=== Record excerpts ===
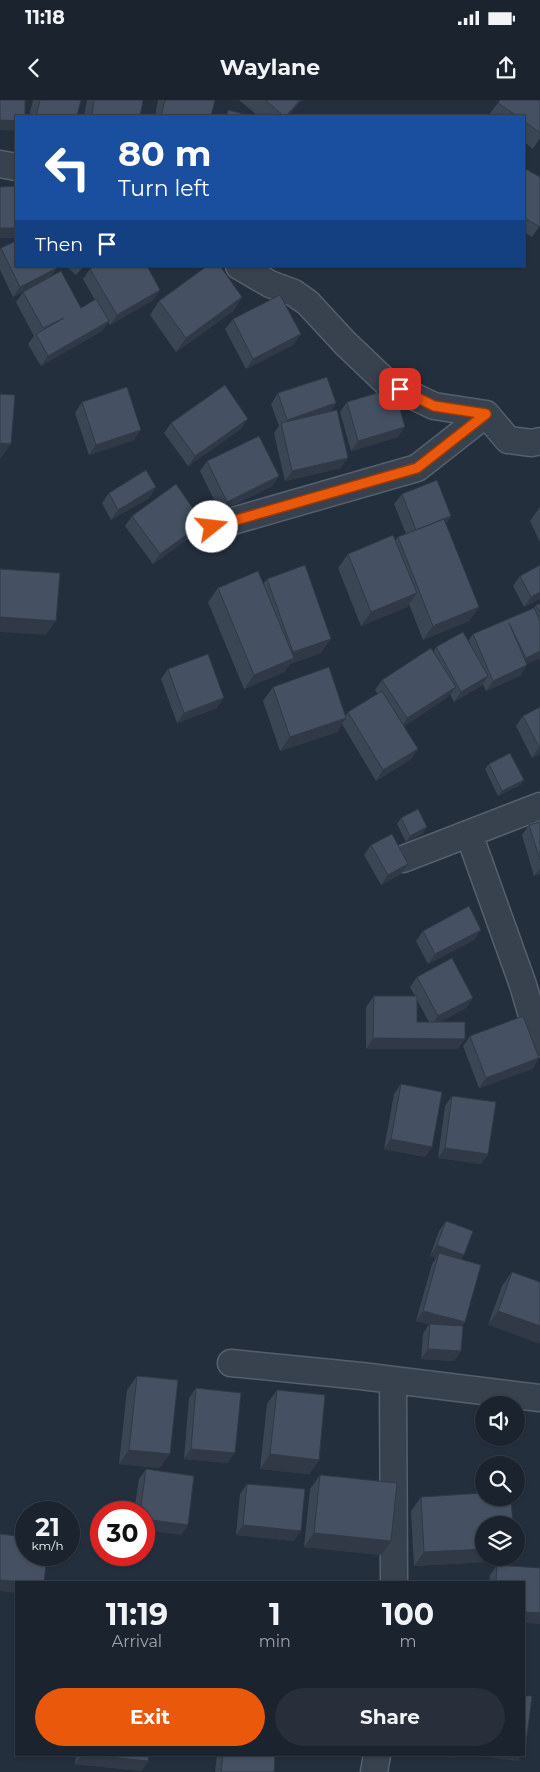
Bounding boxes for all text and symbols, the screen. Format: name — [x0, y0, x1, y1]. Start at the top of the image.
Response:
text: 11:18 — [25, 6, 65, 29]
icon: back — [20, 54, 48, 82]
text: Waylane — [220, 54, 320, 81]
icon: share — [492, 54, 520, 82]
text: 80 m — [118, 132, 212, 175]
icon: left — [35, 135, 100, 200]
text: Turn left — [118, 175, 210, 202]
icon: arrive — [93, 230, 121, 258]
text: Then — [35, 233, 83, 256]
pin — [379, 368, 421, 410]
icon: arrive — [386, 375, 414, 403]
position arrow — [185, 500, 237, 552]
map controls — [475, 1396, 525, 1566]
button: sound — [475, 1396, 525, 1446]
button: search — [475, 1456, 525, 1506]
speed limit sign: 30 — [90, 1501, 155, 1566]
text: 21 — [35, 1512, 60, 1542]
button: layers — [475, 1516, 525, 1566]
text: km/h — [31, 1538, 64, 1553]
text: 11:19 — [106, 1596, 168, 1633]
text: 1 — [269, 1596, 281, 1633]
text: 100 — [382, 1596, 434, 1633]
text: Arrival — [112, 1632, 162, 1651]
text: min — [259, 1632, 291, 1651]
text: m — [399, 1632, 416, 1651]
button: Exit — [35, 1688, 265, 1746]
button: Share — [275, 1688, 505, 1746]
===
• Exercise: Copy out each line in the preceding records that contains "arrive".

• Result for this exercise:
icon: arrive — [93, 230, 121, 258]
icon: arrive — [386, 375, 414, 403]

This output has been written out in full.